The late Duncan MacGillivray will be honoured with the naming of the young entrepreneur’s award at the annual Food SA awards.
MacGillivray, who died of a heart attack in Bali in January at the age of 66, was one of South Australia’s best known agricultural entrepreneurs, establishing the Two Dogs Lemonade brand and, most recently, founding Kangaroo Island Pure Grain.
Agriculture, Food and Fisheries Minister Gail Gago announced today that his legacy would be remembered through the food awards.
“Duncan who tragically passed away recently, was a pioneer in so many areas, and a passionate supporter of SA produce,” Gago said.
“While his incredible energy, innovation and business skills will be sadly missed by so many people, his visionary way of thinking will be remembered and celebrated through the Duncan MacGillivray Young Entrepreneur Award, which from this year will be presented in his honour at the Food SA awards.”
Duncan’s wife Oopy said the award was a fitting tribute to her late husband.
“Duncan was so proud and passionate about SA’s wonderful natural produce, and constantly thinking of ways to spread the message to the world,” she said.
“He was also a great mentor to many people, always pleased to see others succeed, so having this award named after him is I feel a great way to honour him.”

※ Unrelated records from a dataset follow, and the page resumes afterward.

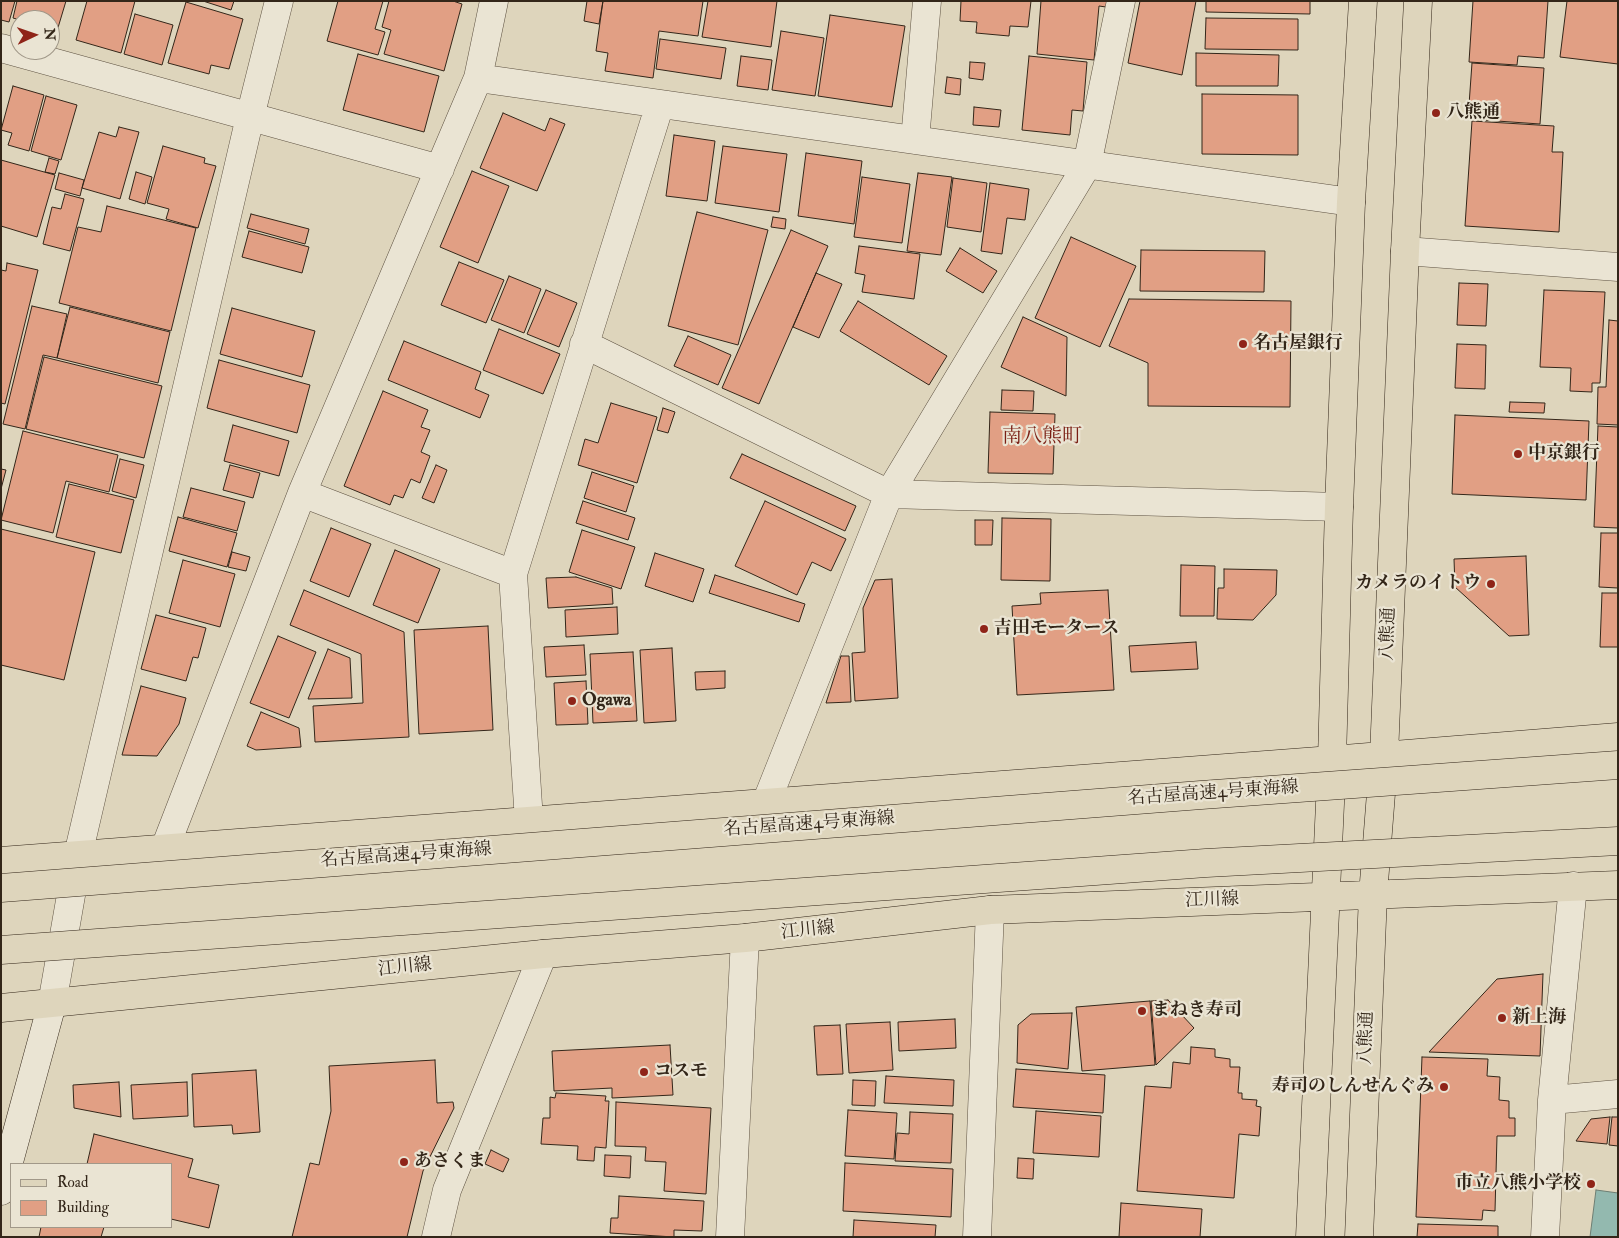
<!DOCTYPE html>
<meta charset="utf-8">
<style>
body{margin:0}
#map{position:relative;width:1619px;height:1238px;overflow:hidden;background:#ded5bc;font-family:"IM FELL Double Pica",serif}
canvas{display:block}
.frame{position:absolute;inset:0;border:2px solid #332619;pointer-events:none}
.legend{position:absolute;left:10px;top:1163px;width:162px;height:65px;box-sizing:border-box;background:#eae4d3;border:1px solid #a19889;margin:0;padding:6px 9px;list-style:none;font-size:15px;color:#332619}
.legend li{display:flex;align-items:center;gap:10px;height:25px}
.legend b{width:25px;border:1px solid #a19889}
.north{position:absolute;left:10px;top:10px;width:50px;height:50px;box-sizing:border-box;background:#eae4d3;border:1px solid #a19889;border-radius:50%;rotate:87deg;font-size:14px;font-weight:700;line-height:20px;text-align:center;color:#332619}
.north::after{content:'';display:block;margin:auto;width:18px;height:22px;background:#8f2418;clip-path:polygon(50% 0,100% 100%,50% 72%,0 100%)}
</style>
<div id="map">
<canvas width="1619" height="1238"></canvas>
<div class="frame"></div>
<ul class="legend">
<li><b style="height:6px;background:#ded5bc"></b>Road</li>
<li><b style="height:14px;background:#e19f84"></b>Building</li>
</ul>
<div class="north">N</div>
</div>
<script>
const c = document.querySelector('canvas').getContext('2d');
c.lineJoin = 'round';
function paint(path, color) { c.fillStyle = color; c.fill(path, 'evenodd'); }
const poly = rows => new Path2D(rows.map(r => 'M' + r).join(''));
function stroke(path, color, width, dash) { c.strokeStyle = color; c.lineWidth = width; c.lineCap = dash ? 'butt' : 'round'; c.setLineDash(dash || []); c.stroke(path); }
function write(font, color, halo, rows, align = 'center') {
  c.font = font + ' "IM FELL Double Pica","Noto Serif JP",serif'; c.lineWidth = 4.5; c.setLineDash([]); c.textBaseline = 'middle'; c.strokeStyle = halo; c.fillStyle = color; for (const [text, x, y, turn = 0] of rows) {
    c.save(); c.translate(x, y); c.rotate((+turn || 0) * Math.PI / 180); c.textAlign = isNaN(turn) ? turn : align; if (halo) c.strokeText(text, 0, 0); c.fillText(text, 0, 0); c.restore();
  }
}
const water = poly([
 [1596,1190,1618,1193,1618,1237,1590,1237,1596,1190]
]);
const building = poly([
 [1,1,15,1,9,22,1,20,1,1],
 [17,1,66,1,57,31,50,29,50,20,20,20,13,18,17,1],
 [87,1,135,1,121,53,76,40,87,1],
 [203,1,234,1,231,10,203,1],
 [338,1,383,1,375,29,385,32,378,55,327,41,338,1],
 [389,1,453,1,462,4,444,71,384,54,391,30,382,27,389,1],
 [587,1,603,1,599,24,584,21,587,1],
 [603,1,703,1,698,36,659,31,653,78,605,71,608,53,596,51,603,1],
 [708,1,777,1,771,47,702,37,708,1],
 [961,1,1031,1,1028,27,1010,26,1009,36,976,33,977,22,960,21,961,1],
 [1041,1,1107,1,1106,7,1099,6,1094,60,1037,54,1041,1],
 [1140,1,1196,1,1182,75,1128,63,1140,1],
 [1206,1,1310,1,1310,14,1206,12,1206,1],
 [1473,1,1548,1,1544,58,1518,56,1517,65,1469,62,1473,1],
 [1567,1,1618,1,1618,64,1560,57,1567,1],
 [186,2,243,19,229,69,211,65,209,74,168,63,186,2],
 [135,14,173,25,162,65,124,54,135,14],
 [830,15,905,26,892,107,818,96,830,15],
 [1206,18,1298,19,1298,50,1205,49,1206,18],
 [781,31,824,38,815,96,772,90,781,31],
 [660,39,726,48,721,79,656,69,660,39],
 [1196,53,1279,55,1278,86,1196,86,1196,53],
 [358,54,439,76,424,132,343,110,358,54],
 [741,56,772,60,768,90,737,86,741,56],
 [1029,56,1087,62,1083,111,1072,110,1070,135,1022,130,1029,56],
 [970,62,985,63,983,80,969,78,970,62],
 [1472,63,1544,68,1540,124,1468,119,1472,63],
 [947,77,961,79,960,95,945,93,947,77],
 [13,86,44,95,29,151,8,145,12,133,1,130,13,86],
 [1202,94,1298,95,1298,155,1202,154,1202,94],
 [46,96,77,105,61,160,31,151,46,96],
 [974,107,1001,110,999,127,973,125,974,107],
 [503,113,545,131,550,118,565,124,537,191,480,168,503,113],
 [1472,121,1554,126,1552,152,1563,152,1559,232,1465,226,1472,121],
 [119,127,139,132,120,199,82,188,99,132,116,137,119,127],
 [674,135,715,141,707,201,666,196,674,135],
 [163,146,205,158,204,163,216,166,198,228,166,219,169,209,147,203,163,146],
 [723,146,787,154,779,212,715,203,723,146],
 [806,153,862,161,854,224,798,216,806,153],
 [49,158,59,161,55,174,45,172,49,158],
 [1,160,55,175,37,237,1,226,1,160],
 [472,171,509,186,478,263,440,247,472,171],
 [136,172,152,177,145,204,129,199,136,172],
 [59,173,84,180,80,196,55,189,59,173],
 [918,173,952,177,941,255,907,251,918,173],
 [862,177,910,184,902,243,854,237,862,177],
 [953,178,987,183,981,232,947,227,953,178],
 [990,183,1029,189,1025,220,1007,218,1002,254,981,251,990,183],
 [65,194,84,199,70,251,43,244,52,207,61,209,65,194],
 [107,206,196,228,171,331,59,303,78,227,101,232,107,206],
 [697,212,768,230,738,345,668,326,697,212],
 [251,214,309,229,305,244,247,228,251,214],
 [773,217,786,219,785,229,771,227,773,217],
 [791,230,828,246,759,404,722,388,791,230],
 [249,231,309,247,302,273,242,257,249,231],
 [1071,237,1136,266,1100,347,1035,318,1071,237],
 [859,246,920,254,914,299,862,292,865,275,855,273,859,246],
 [960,248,997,271,983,293,946,271,960,248],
 [1141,250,1265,251,1264,292,1140,291,1141,250],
 [459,262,504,280,486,323,441,305,459,262],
 [7,263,38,270,5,404,1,403,1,270,6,271,7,263],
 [816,273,842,284,819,338,793,327,816,273],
 [509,276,541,289,524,333,491,320,509,276],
 [1459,283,1488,284,1486,326,1457,325,1459,283],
 [546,290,577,303,559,347,527,334,546,290],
 [1544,290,1605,292,1600,383,1592,383,1592,392,1570,391,1571,368,1540,367,1544,290],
 [1129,299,1291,301,1290,407,1148,406,1148,363,1109,346,1129,299],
 [858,301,947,356,929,385,840,331,858,301],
 [32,306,67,314,57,358,43,355,25,429,3,424,32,306],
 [70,307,170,332,158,383,57,358,70,307],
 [232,308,315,331,302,377,220,354,232,308],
 [1023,317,1067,337,1066,396,1001,367,1023,317],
 [1609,320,1618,321,1618,425,1597,424,1598,387,1606,387,1609,320],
 [499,329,560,354,543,394,483,370,499,329],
 [688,336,731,355,718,385,674,366,688,336],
 [404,341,481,372,475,389,489,395,480,418,388,380,404,341],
 [1457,344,1486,345,1485,389,1455,388,1457,344],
 [44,357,162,386,144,458,26,429,44,357],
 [219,360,310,385,297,433,207,408,219,360],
 [1002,390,1034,391,1033,411,1001,410,1002,390],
 [383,391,428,410,421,427,430,430,421,452,430,456,420,483,411,479,403,498,394,495,390,505,344,486,383,391],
 [1510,402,1545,403,1544,413,1509,412,1510,402],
 [611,403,657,417,637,483,578,465,585,439,598,443,611,403],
 [663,408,675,412,668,433,657,430,663,408],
 [990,412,1055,414,1053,474,988,473,990,412],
 [1455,415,1589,421,1586,500,1452,494,1455,415],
 [233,425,289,441,279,476,224,461,233,425],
 [1598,426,1618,427,1618,528,1594,527,1598,426],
 [23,431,118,455,109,492,66,481,53,533,1,520,23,431],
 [742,454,856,506,845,531,730,478,742,454],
 [120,459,144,465,136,498,112,491,120,459],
 [230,465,260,473,253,498,223,490,230,465],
 [436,465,447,470,434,503,422,498,436,465],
 [1,469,6,470,1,489,1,469],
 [592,472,634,486,626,512,584,498,592,472],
 [69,484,134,500,121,553,56,537,69,484],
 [191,488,245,502,237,531,183,517,191,488],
 [583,501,635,518,628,540,576,523,583,501],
 [765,501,846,539,831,571,812,562,797,595,735,566,765,501],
 [178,517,237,533,227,567,169,551,178,517],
 [1002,518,1051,519,1050,581,1001,580,1002,518],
 [975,520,993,520,992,545,975,545,975,520],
 [331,528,371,544,349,597,310,581,331,528],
 [1,529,95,552,64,680,1,665,1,529],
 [582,530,635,547,621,589,569,572,582,530],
 [1601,533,1618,533,1618,588,1599,587,1601,533],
 [395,550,440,569,418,623,373,605,395,550],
 [232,552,250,557,246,571,228,567,232,552],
 [655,553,704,569,693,602,645,586,655,553],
 [1526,556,1529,635,1509,636,1455,587,1454,559,1526,556],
 [183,560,235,574,220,627,169,613,183,560],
 [1181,565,1215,566,1214,616,1180,616,1181,565],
 [1224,569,1277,570,1276,595,1253,620,1217,619,1218,588,1224,588,1224,569],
 [715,575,805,604,799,622,709,593,715,575],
 [576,577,612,588,613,604,548,608,546,578,576,577],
 [892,579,898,698,855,701,852,653,865,652,863,608,875,580,892,579],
 [304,590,404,632,409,737,315,742,313,706,363,703,361,654,290,625,304,590],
 [1108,590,1114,690,1017,695,1012,606,1041,604,1040,593,1108,590],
 [1602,593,1618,593,1618,647,1600,647,1602,593],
 [617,607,618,634,566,637,565,610,617,607],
 [156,615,206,628,198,658,193,657,186,681,141,669,156,615],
 [488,626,493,730,419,734,414,630,488,626],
 [278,636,316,652,289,718,250,703,278,636],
 [1196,642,1198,669,1131,672,1129,646,1196,642],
 [584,645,586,675,546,677,544,647,584,645],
 [672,648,676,721,644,723,640,650,672,648],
 [328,649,350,658,352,698,308,699,328,649],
 [633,652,637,721,593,723,590,654,633,652],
 [841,656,849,656,851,702,826,703,841,656],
 [725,671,725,688,696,690,695,672,725,671],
 [586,681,588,724,556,725,554,683,586,681],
 [141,686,186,698,179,724,157,756,122,755,141,686],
 [261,712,299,728,301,747,256,750,247,746,261,712],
 [1543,974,1540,1056,1429,1052,1497,979,1543,974],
 [1168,1000,1194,1028,1156,1065,1151,1001,1168,1000],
 [1150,1001,1155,1065,1082,1071,1076,1007,1150,1001],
 [1072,1013,1068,1069,1017,1063,1018,1025,1031,1014,1072,1013],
 [955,1019,956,1048,899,1051,898,1022,955,1019],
 [890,1022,893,1070,849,1073,846,1024,890,1022],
 [840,1025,843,1074,817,1075,814,1026,840,1025],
 [670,1045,673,1095,612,1098,612,1088,554,1091,552,1051,670,1045],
 [1191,1047,1215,1049,1215,1057,1230,1059,1230,1067,1240,1067,1238,1093,1242,1093,1242,1099,1257,1100,1256,1106,1261,1107,1259,1136,1239,1134,1234,1198,1137,1191,1145,1086,1171,1088,1173,1062,1190,1064,1191,1047],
 [1422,1057,1488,1059,1487,1076,1500,1077,1499,1100,1509,1101,1509,1118,1515,1118,1515,1136,1497,1136,1495,1211,1483,1210,1482,1220,1416,1217,1422,1057],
 [435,1060,437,1103,453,1102,454,1108,423,1171,407,1237,292,1237,310,1163,319,1165,331,1111,329,1066,435,1060],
 [1016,1069,1105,1075,1103,1113,1013,1107,1016,1069],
 [256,1070,260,1132,233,1134,232,1125,194,1127,192,1074,256,1070],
 [886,1076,954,1080,953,1106,884,1103,886,1076],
 [853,1080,876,1081,875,1106,852,1105,853,1080],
 [119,1082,121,1117,74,1108,73,1085,119,1082],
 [187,1082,188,1116,133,1119,131,1085,187,1082],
 [556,1093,606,1096,605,1101,609,1101,606,1148,595,1147,594,1161,577,1160,578,1146,541,1144,543,1118,550,1118,550,1097,555,1098,556,1093],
 [616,1102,711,1108,706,1194,664,1191,666,1162,645,1161,646,1147,615,1146,616,1102],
 [848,1110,897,1113,894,1159,845,1156,848,1110],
 [1036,1111,1101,1116,1099,1157,1033,1153,1036,1111],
 [910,1112,953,1114,951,1163,895,1161,897,1133,909,1134,910,1112],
 [1610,1117,1607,1144,1576,1141,1591,1119,1610,1117],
 [1612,1117,1618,1117,1618,1146,1609,1145,1612,1117],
 [94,1134,193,1159,188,1177,219,1185,209,1228,171,1219,171,1164,87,1164,94,1134],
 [491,1150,509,1159,503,1172,485,1164,491,1150],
 [605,1155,631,1156,630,1178,604,1176,605,1155],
 [1018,1158,1034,1159,1033,1179,1017,1178,1018,1158],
 [845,1163,953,1169,951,1217,843,1211,845,1163],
 [619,1196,704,1201,702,1231,674,1230,674,1237,610,1233,611,1218,618,1218,619,1196],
 [1121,1203,1202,1209,1200,1237,1119,1237,1121,1203],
 [854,1220,936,1225,935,1237,853,1237,854,1220],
 [1418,1224,1498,1226,1498,1237,1417,1237,1418,1224],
 [41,1227,104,1227,101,1237,39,1237,41,1227]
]);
const street = poly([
 [1,48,440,169],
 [478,78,1351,202],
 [915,140,927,1],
 [1405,251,1618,267],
 [584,344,889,494,1339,507],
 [302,493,513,574],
 [766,803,889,494,1087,165,1121,1],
 [529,821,513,574,660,104],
 [165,848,302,493,478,78,494,1],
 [52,1004,78,855,250,117,279,1],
 [1552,1100,1618,1094],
 [436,1237,447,1190,543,954],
 [730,1237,745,938],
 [977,1237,990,910],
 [1545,1237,1552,1100,1573,886]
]);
const secondary = poly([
 [1,1191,52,1004]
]);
const primary = poly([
 [1,861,1332,760,1618,737],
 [1,1008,543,954,745,938,990,910,1618,885],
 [1310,1237,1332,760,1339,507,1351,202,1363,1],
 [1359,1237,1373,895,1384,755,1405,251,1418,1]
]);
const highwayBridge = poly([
 [1,888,1201,795,1618,765],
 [1,950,1206,863,1618,841]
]);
const markers = [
 [1436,113,5,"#8f2418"],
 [1243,344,5,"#8f2418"],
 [1518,454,5,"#8f2418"],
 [1491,584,5,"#8f2418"],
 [984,629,5,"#8f2418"],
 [572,701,5,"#8f2418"],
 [1142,1011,5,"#8f2418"],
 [1502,1018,5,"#8f2418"],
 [644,1072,5,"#8f2418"],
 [1444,1087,5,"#8f2418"],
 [404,1162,5,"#8f2418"],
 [1591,1184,5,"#8f2418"]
];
const poiNames = [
 ["八熊通",1446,113],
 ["名古屋銀行",1253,344],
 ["中京銀行",1528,454],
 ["カメラのイトウ",1481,584,"right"],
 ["吉田モータース",994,629],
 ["Ogawa",582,701],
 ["まねき寿司",1152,1011],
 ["新上海",1512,1018],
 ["コスモ",654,1072],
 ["寿司のしんせんぐみ",1434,1087,"right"],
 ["あさくま",414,1162],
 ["市立八熊小学校",1581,1184,"right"]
];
const streetNames = [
 ["八熊通",1389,634,-88],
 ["名古屋高速4号東海線",1213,794,-4],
 ["名古屋高速4号東海線",809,825,-4],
 ["名古屋高速4号東海線",406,856,-4],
 ["江川線",1212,901,-2],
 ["江川線",808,931,-6],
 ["江川線",405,968,-6],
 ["八熊通",1367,1038,-88]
];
const quarterNames = [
 ["南八熊町",1042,438]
];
paint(water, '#93b9af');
stroke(water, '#6d7e73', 1);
paint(building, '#e19f84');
stroke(building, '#332619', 1);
stroke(street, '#5e5242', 29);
stroke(secondary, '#332619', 29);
stroke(primary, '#332619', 29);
stroke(street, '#eae4d3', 28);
stroke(secondary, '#eae4d3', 28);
stroke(primary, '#ded5bc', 28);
stroke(highwayBridge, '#332619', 29, []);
stroke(highwayBridge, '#ded5bc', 28);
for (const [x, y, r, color] of markers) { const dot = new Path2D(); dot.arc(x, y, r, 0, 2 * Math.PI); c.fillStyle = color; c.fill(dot); stroke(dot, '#eae4d3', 2); }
write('bold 18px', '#332619', '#eae4d3', poiNames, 'left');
write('18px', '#332619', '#eae4d3', streetNames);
write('20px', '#7a1f14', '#eae4d3', quarterNames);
</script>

Gago made the announcement at the opening of a new Sealink passenger terminal at Penneshaw on Kangaroo Island.
MacGillivray was born and raised on a sheep and cattle property in the state’s south east and carried his agricultural skills into a broad career that included export initiatives, wineries, and the remarkable tale of a pile of old lemons that he turned into pioneering beverage, Two Dogs Lemonade. Two Dogs was acquired by the French alcoholic beverage company Pernod Ricard in 1995.
MacGillivray started Kangaroo Island Pure Grain in 2009 to provide premium returns to Kangaroo Island grain growers.
The company receives, stores and classifies the majority of KI grain grown and sold into the domestic and key export markets, including Asia and Japan.
Based in Macclesfield, he served as a board member of the Premier’s Food Council and the Premier’s Wine Council and was also a past chairman and patron of The Hutt Street Centre Foundation in Adelaide, a charity supporting the city’s homeless.
MacGillivray’s other successes included the establishment of a vineyard, winery and function venue near Macclesfield, which he later sold to the Saturno family.
He named the place Longview because of its scenic panorama of the Coorong National Park and Lake Alexandrina from the top of a nearby hill. His ashes are scattered on the top of that hill.
He is survived by his wife Oopy, sons Angus and Max and adult children Alice and Hugh.